- Your instructions -
In the entries below, count each line holding the word "fabs". Answer with the total alone.

- Source data -

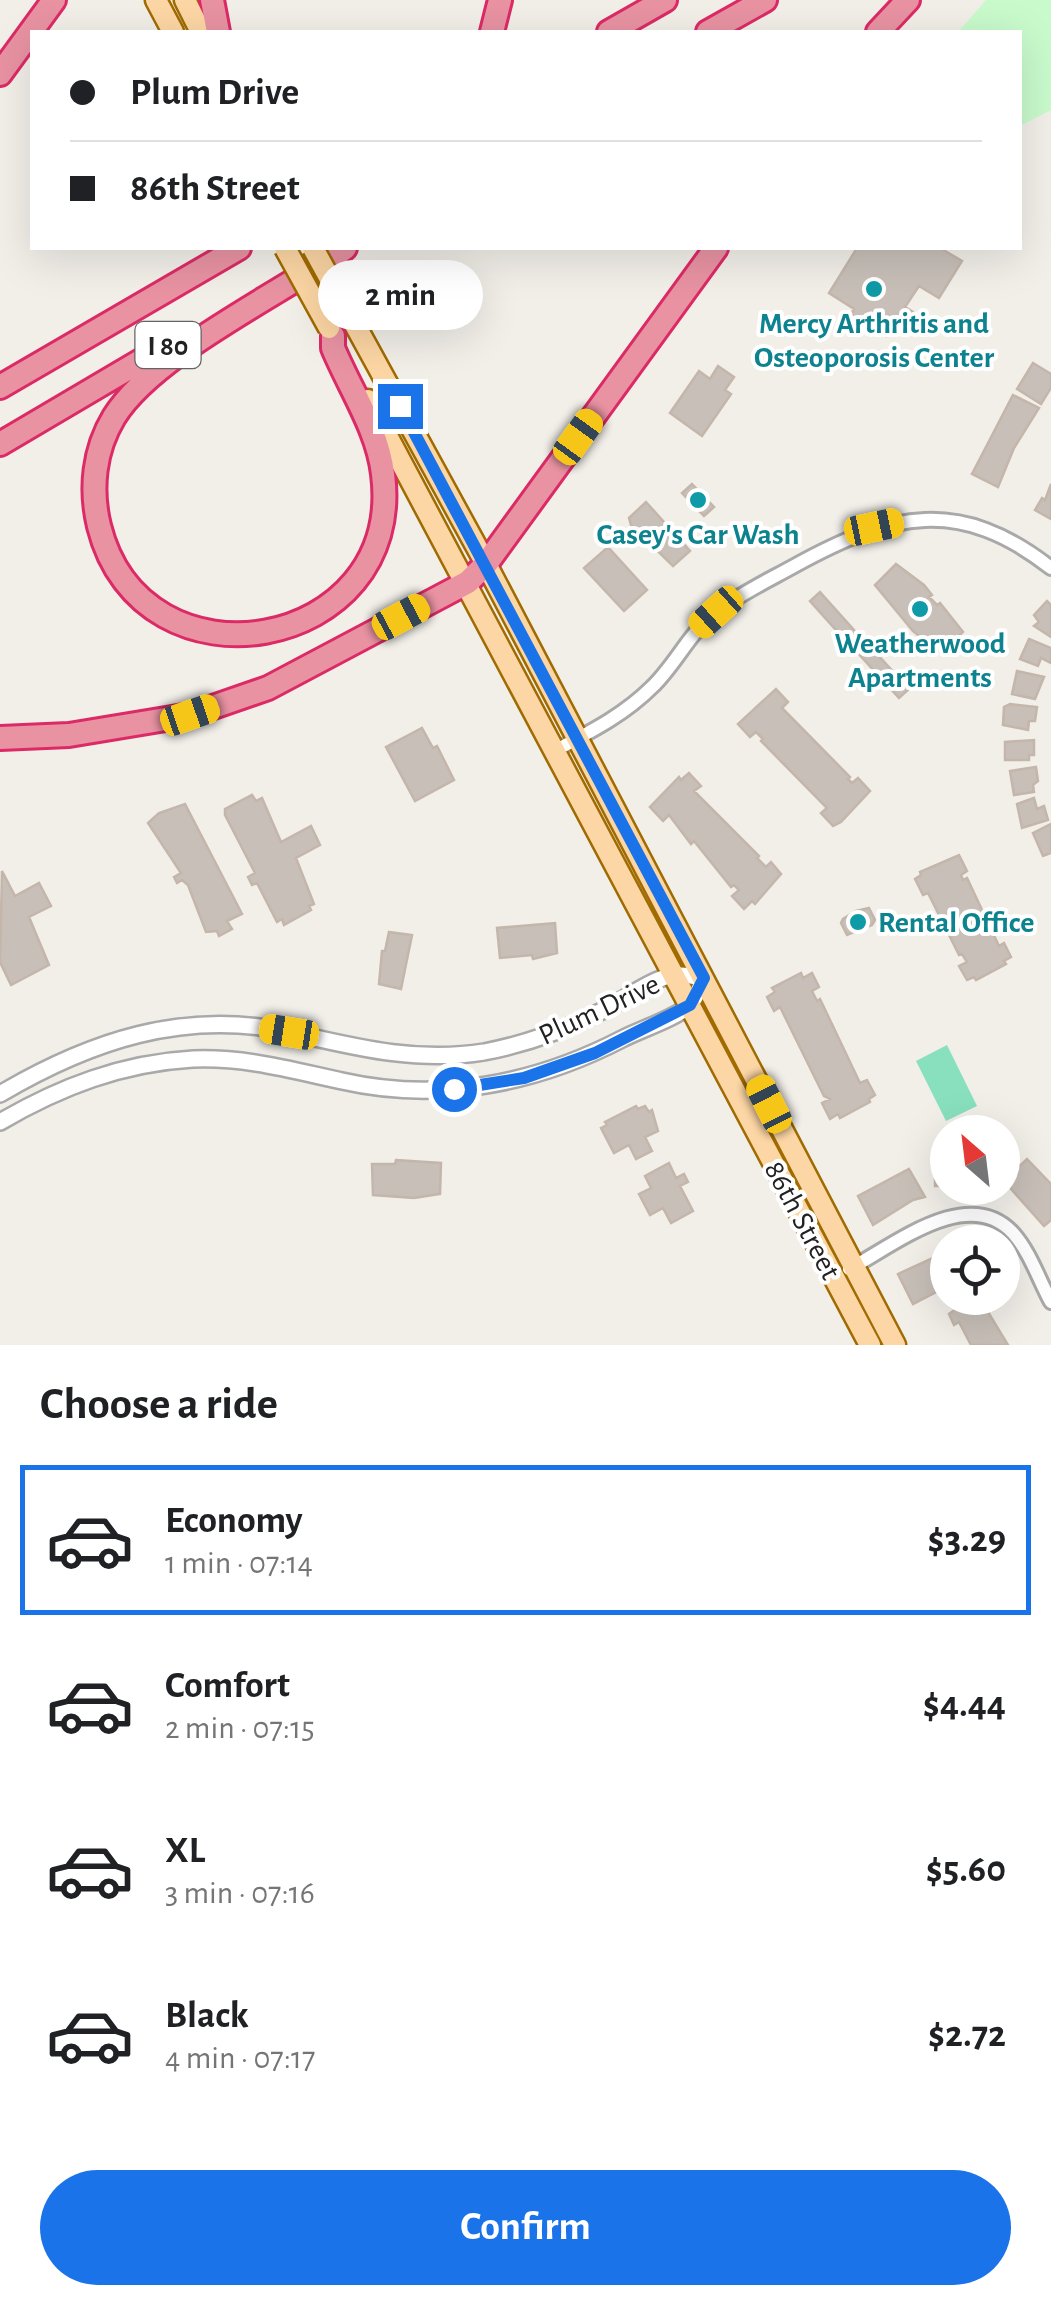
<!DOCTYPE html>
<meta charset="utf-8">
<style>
body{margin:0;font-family:"Alegreya Sans",sans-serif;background:#f6f6f6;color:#202124;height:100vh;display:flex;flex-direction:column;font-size:38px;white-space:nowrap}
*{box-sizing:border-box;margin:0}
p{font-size:32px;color:#757577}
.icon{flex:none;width:55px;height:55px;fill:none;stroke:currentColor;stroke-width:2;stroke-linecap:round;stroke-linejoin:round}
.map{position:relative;height:1345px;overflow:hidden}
.sheet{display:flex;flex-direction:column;background:#fff;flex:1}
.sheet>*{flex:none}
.hud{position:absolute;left:30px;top:30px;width:992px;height:220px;border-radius:0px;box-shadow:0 10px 40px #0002;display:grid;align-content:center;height:220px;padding:0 40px;background:#fff}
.needle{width:65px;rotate:332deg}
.fabs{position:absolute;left:930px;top:1115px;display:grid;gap:20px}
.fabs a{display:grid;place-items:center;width:90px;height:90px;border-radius:50%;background:#fff;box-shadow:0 10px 40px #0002;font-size:50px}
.end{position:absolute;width:45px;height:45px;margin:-22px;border:12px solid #1a73e8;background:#fff;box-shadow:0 0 0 5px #fff}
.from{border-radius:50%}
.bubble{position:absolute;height:70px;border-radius:35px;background:#fff;box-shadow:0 10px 40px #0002;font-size:32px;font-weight:700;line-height:70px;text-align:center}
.car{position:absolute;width:30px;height:60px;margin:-30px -15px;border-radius:12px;box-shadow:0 0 8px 2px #0007;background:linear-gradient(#f5c518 24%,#345 0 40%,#f5c518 0 76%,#345 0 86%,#f5c518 0)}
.hud b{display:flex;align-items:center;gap:35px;height:95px;font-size:38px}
.hud b+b{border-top:2px solid #e0e0e0}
.hud i{width:25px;height:25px;background:#202124}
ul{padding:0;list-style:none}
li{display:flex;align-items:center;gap:30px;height:150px;margin:0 20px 15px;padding:0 20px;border:5px solid transparent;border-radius:0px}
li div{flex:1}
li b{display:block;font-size:38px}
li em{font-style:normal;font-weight:700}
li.current{border-color:#1a73e8}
li>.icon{width:90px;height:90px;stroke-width:1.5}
h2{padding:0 40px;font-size:45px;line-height:120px}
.primary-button{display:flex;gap:20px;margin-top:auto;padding:20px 40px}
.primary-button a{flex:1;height:115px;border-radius:60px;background:#1a73e8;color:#fff;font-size:40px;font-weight:700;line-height:115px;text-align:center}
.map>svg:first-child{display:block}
</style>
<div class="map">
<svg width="1051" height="1345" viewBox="0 0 1051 1345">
<rect width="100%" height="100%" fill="#f2efe9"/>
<!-- park -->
<path fill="#c8facc" d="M986,0H1051V110L1020,126V32H958Z"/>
<!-- pitch -->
<path fill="#88e0be" d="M947,1045L977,1106L946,1121L916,1061Z"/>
<!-- building -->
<path fill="#c7bfb8" stroke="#c4b6ab" stroke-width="2.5" d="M857,248H940L962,261L939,298L919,286L905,307L921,317L911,333L894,323L886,336L851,314L854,309L829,293Z
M1033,363L1051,374V388L1041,404L1017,389Z
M718,366L734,377L725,390L731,394L702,436L670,413L699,371L710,379Z
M1013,395L1039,408L1014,448L998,487L972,474Z
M692,484L714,507L704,516L682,493Z
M1051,484V519L1035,510L1042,498L1045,500Z
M646,502L690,551L673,566L631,525L629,518Z
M608,547L647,590L624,611L584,568Z
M896,564L924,585L932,595L929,597L937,605L940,603L963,632L941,653L913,631L875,585Z
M820,592L862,639L852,648L810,601Z
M1047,601L1051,605V637L1034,626L1039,622L1034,615Z
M1029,639L1051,648V663L1041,658L1038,666L1020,659Z
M866,642L909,689L899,698L856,651Z
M1017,671L1044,677L1035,699L1012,694Z
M776,689L788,702L782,708L850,777L848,779L852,783L858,778L870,791L841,822L833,826L821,813L827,808L761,741L763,739L756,732L750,737L738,724Z
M1010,704L1037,707L1035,721H1029L1028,730L1003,725L1004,707Z
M422,728L433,748L437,746L454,780L415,801L386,747Z
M1034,740V755H1029V760H1005V742Z
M1036,767L1038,781L1033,785L1034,792L1014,795L1010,771Z
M689,773L701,786L694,791L759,856L757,858L766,867L771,862L781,874L755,904L752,901L744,909L732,896L739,890L734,885L731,887L694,841L691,844L669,815L663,821L650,807L679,777L681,780Z
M252,795L256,801L262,798L281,842L311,826L320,845L296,858L314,904L309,906L311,910L284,925L282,919L277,922L257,883L252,885L248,877L255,873L225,815V809Z
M1034,798L1037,809L1044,806L1048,820L1022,828L1017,804Z
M185,804L242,914L227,921L232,929L219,936L217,931L206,932L188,885L182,880L177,883L174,877L181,873L148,823L159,813Z
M1051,824V853L1043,856L1033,833Z
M959,855L967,871L961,875L963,880L967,878L999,946L1004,943L1011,957L1004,961L1006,964L976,980L974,977L967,980L959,966L967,962L962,954L959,955L928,893L923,895L915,879L921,875L920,872Z
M2,871L15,896L39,883L51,906L29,917L49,965L11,985L0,962Z
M869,908L875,920L872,925L847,935L841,923L843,919L856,911Z
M555,923L557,953L533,959L532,955L500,958L497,928Z
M389,932L412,935L401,989L379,984L382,951H385Z
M801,973L803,978L812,973L819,987L812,991L817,1001L820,999L860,1083L867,1080L875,1095L869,1099L870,1102L840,1118L838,1114L830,1119L822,1103L830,1099L824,1096L780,1007L774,1011L767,997L775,992L772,988Z
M636,1106L638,1109L645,1106L649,1112L652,1110L658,1131L645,1137L652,1151L636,1159L629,1145L614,1153L601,1128L607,1125L605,1122Z
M935,1154H948L947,1186H935Z
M1027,1159L1051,1184V1220L1044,1226L1004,1181Z
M396,1160L441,1163L440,1194L414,1198L373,1195L372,1164H395Z
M669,1163L676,1178L684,1174L688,1182L680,1186L693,1211L671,1223L663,1208L650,1215L639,1194L651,1188L645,1176Z
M909,1169L925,1197L913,1200L873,1225L858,1196Z
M948,1251V1286L913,1304L898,1274Z
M972,1298H984L988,1306L985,1307L1008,1345H971L959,1322L954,1325L949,1314Z"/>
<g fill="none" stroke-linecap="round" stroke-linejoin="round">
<!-- minor casing -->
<g stroke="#a9a9a9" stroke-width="18">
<path id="minor" d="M556,750C590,732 624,715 652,687C676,664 689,633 716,612C741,593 769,580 796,565C891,513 959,496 1051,568
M849,1269C893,1246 968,1184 1013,1233C1030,1252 1039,1280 1051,1302"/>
</g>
<!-- tertiary casing -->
<g stroke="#a9a9a9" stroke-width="20">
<path id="tertiary" d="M0,1094C90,1041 184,1009 289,1032C355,1047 416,1063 484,1052C527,1044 567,1029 606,1009C625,999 652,979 673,975C682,974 695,977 704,978C700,986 696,999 690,1005C676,1018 639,1030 622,1039C535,1084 439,1103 342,1081C291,1070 246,1057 193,1059C122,1063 60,1087 0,1122"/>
</g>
<!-- primary casing -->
<g stroke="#a06b00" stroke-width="25">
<path id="primary" d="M156,0L173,32
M185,0L201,32
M348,312L486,564L895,1345
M368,400L870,1345"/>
</g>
<!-- motorway casing -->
<g stroke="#dc2a67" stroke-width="28">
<path id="motorway" d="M212,0L218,32
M492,32L500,0
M609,32L665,0
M708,32L765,0
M878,32L908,0
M0,74L54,0
M333,336V348C350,389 378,430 383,474C406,652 142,699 99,526C90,489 94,450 114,417C153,354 282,293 345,248
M0,387L239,248
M0,444L178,339
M0,738L69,735L190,715L268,688L468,582L486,564L716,248"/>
</g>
<!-- minor -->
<use href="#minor" stroke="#fff" stroke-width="12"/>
<!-- tertiary -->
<use href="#tertiary" stroke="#fff" stroke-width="15"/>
<!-- primary -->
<use href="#primary" stroke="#fcd6a4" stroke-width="20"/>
<!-- motorway -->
<use href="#motorway" stroke="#e892a2" stroke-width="22"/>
<!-- primary-bridge casing -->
<g stroke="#a06b00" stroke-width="25" stroke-linecap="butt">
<path id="primary-bridge" d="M285,248L329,328
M313,248L348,312"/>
</g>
<!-- primary-bridge -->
<use href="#primary-bridge" stroke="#fcd6a4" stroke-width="20"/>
</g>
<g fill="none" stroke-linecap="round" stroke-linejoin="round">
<!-- route -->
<path stroke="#1a73e8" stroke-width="12" d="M400,406L704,978L690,1005L595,1053L524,1078L454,1089"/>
</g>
<!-- markers -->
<g fill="#0f9aa8" stroke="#fff" stroke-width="4">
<circle cx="874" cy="289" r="10"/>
<circle cx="698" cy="500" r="10"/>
<circle cx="920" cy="609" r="10"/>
<circle cx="858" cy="922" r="10"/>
</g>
<g text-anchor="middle" stroke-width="8" stroke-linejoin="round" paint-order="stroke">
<!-- shield labels -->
<rect fill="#fff" stroke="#646464" stroke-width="2.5" x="135.5" y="322" width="65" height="46" rx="8"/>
<g font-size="28" font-weight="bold" fill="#222">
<text x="168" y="355">I 80</text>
</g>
<!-- culture labels -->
<g font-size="30" font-weight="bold" fill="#0d838f" stroke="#fff">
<text x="874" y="333">Mercy Arthritis and<tspan x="874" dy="34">Osteoporosis Center</tspan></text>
<text x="698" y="544">Casey's Car Wash</text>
<text x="920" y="653">Weatherwood<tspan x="920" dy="34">Apartments</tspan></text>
<text x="878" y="932" text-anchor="start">Rental Office</text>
</g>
<!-- street labels -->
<g font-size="30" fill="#222" stroke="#fff">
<text transform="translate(599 1009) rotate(-25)" y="10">Plum Drive</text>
<text transform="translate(803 1220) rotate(62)" y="10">86th Street</text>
</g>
</g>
</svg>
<div class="fabs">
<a><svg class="needle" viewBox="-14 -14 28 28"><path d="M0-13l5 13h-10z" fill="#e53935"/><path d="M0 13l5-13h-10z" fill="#757577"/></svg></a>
<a><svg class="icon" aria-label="locate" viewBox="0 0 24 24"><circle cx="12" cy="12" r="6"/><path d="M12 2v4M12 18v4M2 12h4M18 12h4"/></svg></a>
</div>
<i class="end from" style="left:454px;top:1089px"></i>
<i class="end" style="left:400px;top:406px"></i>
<div class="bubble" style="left:318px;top:260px;width:165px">2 min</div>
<i class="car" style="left:578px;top:437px;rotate:36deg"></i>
<i class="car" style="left:874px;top:527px;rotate:78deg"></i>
<i class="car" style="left:716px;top:612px;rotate:228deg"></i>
<i class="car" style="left:401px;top:617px;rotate:62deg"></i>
<i class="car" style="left:190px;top:715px;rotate:71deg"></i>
<i class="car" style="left:289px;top:1032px;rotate:279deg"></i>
<i class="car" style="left:769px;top:1104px;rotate:333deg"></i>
<div class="hud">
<b><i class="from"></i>Plum Drive</b>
<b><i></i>86th Street</b>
</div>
</div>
<section class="sheet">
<h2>Choose a ride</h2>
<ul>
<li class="current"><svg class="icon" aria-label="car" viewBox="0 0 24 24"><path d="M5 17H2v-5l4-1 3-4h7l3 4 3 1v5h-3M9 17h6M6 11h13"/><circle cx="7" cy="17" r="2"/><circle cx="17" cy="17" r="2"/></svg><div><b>Economy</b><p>1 min · 07:14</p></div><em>$3.29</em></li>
<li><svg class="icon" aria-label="car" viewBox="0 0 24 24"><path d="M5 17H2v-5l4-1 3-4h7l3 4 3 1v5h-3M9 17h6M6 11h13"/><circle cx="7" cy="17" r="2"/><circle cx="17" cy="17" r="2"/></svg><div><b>Comfort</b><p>2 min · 07:15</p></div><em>$4.44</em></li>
<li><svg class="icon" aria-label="car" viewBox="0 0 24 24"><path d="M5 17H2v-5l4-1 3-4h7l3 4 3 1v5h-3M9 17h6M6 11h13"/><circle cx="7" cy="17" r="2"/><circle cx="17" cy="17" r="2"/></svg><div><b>XL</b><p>3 min · 07:16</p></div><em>$5.60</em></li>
<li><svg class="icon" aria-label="car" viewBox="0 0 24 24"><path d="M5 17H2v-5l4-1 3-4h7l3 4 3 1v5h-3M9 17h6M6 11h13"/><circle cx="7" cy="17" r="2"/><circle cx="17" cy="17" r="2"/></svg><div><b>Black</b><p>4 min · 07:17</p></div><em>$2.72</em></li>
</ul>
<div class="primary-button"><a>Confirm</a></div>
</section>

- Exercise solution -
3